Получив все эти указания, пассажир третьего класса покинул корабль, предварительно попрощавшись с добродушными матросами, так дружелюбно относившимися к нему во все время тягостного путешествия. Вскинув на плечо охотничью одностволку, Герберт спустился по сходням на пристань. Там, подойдя к лошади, привязанной позади фургона, он отвязал ее, вскочил в седло и легкой рысью поехал по дороге, указанной ему темнокожим Квеши.
Шум улиц, новые впечатления на каждом шагу заставили Герберта на время позабыть о себе. Но едва лишь юный путник миновал город и очутился в полном одиночестве под темным шатром лесной зелени, как его опять охватили мрачные предчувствия. Теперь дорога вилась по сырой, болотистой местности, и Герберт совсем загрустил. Нетрудно было догадаться, о чем он угрюмо размышлял. Он заметил - да и как было не заметить? - разницу в приеме, оказанном ему и его спутнику. Того встречали с почетом, богатого гостя ждал великолепный экипаж, а за ним выслали плохонькую лошадь - и только.
- Клянусь памятью отца, - бормотал Герберт сквозь зубы, - я не забуду этого оскорбления, задевающего его даже больше, чем меня! Я должен выполнить последнее желание умирающего, а то я бы и шагу не ступил дальше.
Он даже приостановил неказистого коня, как будто в самом деле готовясь привести в исполнение свою угрозу, но тут же снова тронул поводья.
"Впрочем, - раздумывал он с новым проблеском надежды, - возможно, это просто ошибка? Да нет, нет! Какая тут может быть ошибка! Этот пустой хлыщ любимый сын судьбы, а я... а я ее пасынок... - Герберт горько усмехнулся своему сравнению. - Да, вот почему нас встретили по-разному. Ну что ж... Пусть я беден, но мой надменный родственник узнает, что я горд не менее, чем он. На презрение я отвечу презрением. Я потребую объяснения его поступка - и немедленно!"

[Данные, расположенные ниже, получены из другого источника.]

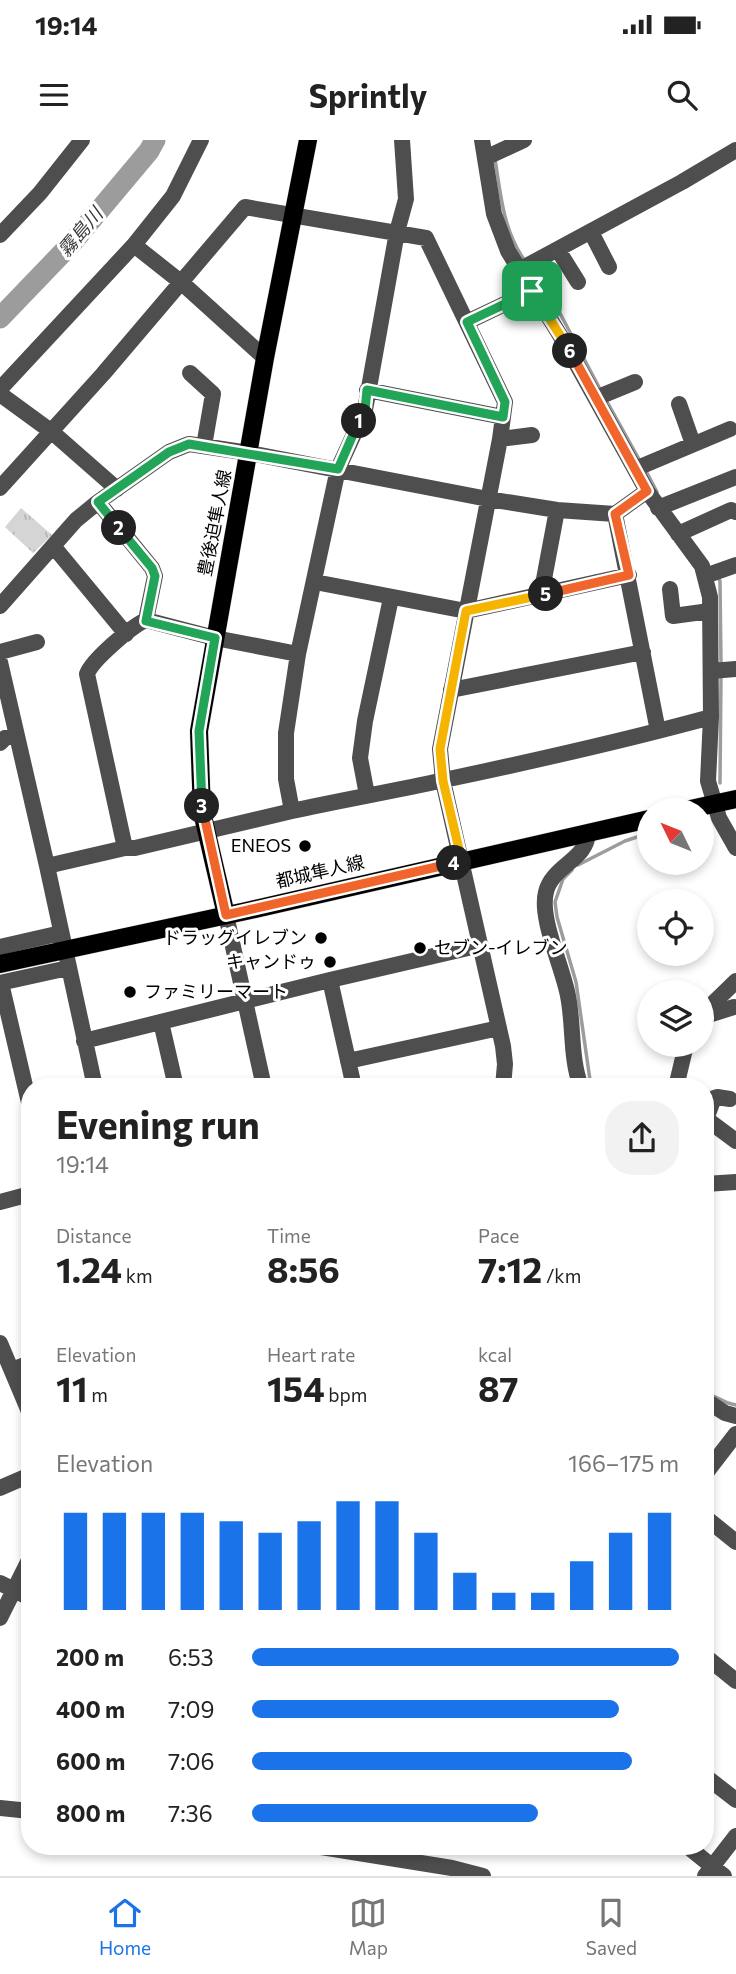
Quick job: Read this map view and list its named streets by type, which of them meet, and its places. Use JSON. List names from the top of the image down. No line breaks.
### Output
{"streets":{"main road":["豊後迫隼人線","都城隼人線"]},"crossings":[["豊後迫隼人線","都城隼人線"]],"water":["霧島川"],"places":["ENEOS","ドラッグイレブン","セブン-イレブン","キャンドゥ","ファミリーマート"],"north":"top left","page":{"status":"19:14","header":"Sprintly","pins":["6","1","2","5","3","4"],"heading":["Evening run","19:14"],"stats":[["Distance","1.24 km"],["Time","8:56"],["Pace","7:12 /km"],["Elevation","11 m"],["Heart rate","154 bpm"],["kcal","87"]],"chart":["Elevation","166–175 m"],"list":[{"name":"200 m","note":"6:53"},{"name":"400 m","note":"7:09"},{"name":"600 m","note":"7:06"},{"name":"800 m","note":"7:36"}],"tabs":["Home","Map","Saved"]}}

Словно подгоняемый обидой и решением защитить свою честь, молодой "пасынок судьбы" стегнул хлыстом неказистого конька и галопом поскакал вперед.
Глава XIV
НА КОНСКОМ ХВОСТЕ
Почти целый час скакал конь Герберта, ни разу не остановившись, не замедлив бега. Дорога была широкая, изрезанная глубокими колеями, и шла все время прямо, никуда не сворачивая. Герберт решил поэтому, что едет правильно. Время от времени за деревьями сверкала полоска воды - несомненно, река, о которой упоминал чернокожий Квеши. Вот наконец и брод. Герберт придержал коня, готовясь переехать реку. Воды было всего по колено, и лошадь не колеблясь вошла в реку.

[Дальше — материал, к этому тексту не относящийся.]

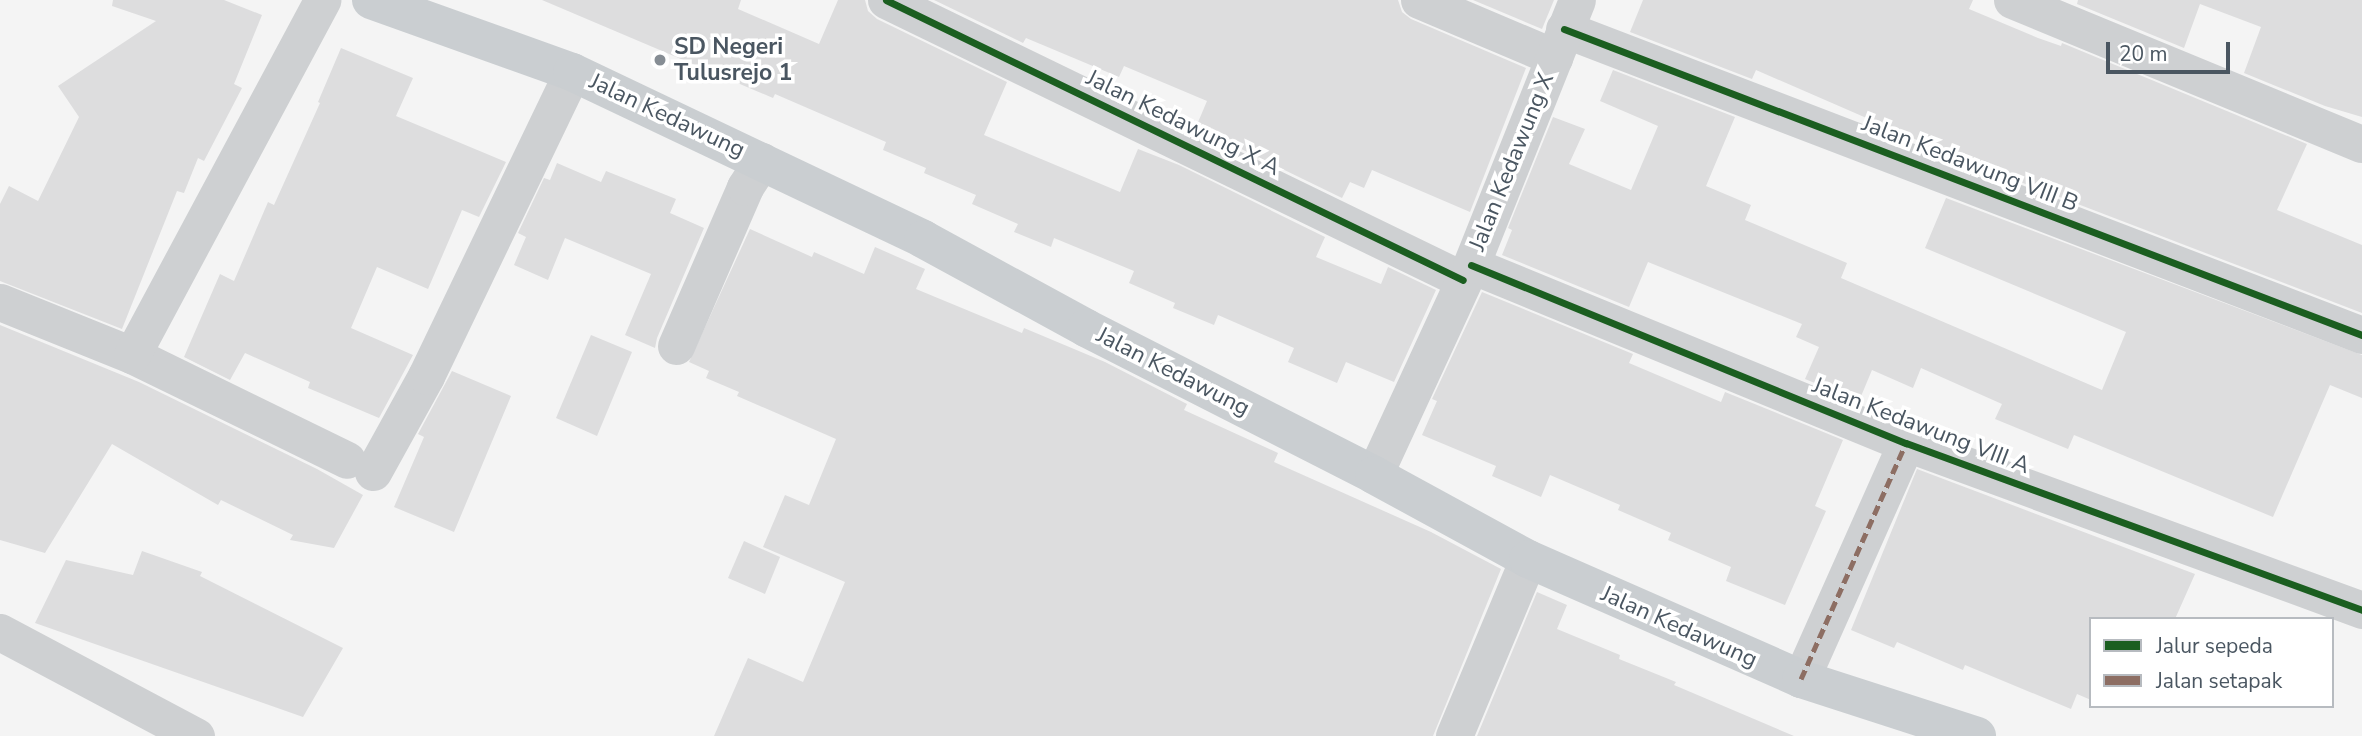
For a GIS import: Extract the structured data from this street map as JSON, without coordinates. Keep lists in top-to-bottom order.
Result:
{
  "streets": {
    "main road": ["Jalan Kedawung"],
    "street": [
      "Jalan Kedawung X A",
      "Jalan Kedawung X",
      "Jalan Kedawung VIII B",
      "Jalan Kedawung VIII A"
    ]
  },
  "crossings": [
    ["Jalan Kedawung", "Jalan Kedawung X"],
    ["Jalan Kedawung X A", "Jalan Kedawung X"],
    ["Jalan Kedawung X A", "Jalan Kedawung VIII A"],
    ["Jalan Kedawung X", "Jalan Kedawung VIII B"],
    ["Jalan Kedawung X", "Jalan Kedawung VIII A"]
  ],
  "places": ["SD Negeri Tulusrejo 1"],
  "legend": ["Jalur sepeda", "Jalan setapak"],
  "scale_bar": "20 m"
}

Выехав на противоположный берег, Герберт остановился и задумался. Здесь дорога разветвлялась. Правда, Квеши предупреждал его об этом и говорил, что не надо ехать влево. Но отсюда шли не два, а три пути! Ясно было только, что влево ехать не следует, но какую выбрать из двух других дорог? Обе были совершенно одинаковы, любая из них могла вести к Горному Приюту. А что, если положиться на коня? Он, наверно, выберет правильный, уже знаковый ему путь.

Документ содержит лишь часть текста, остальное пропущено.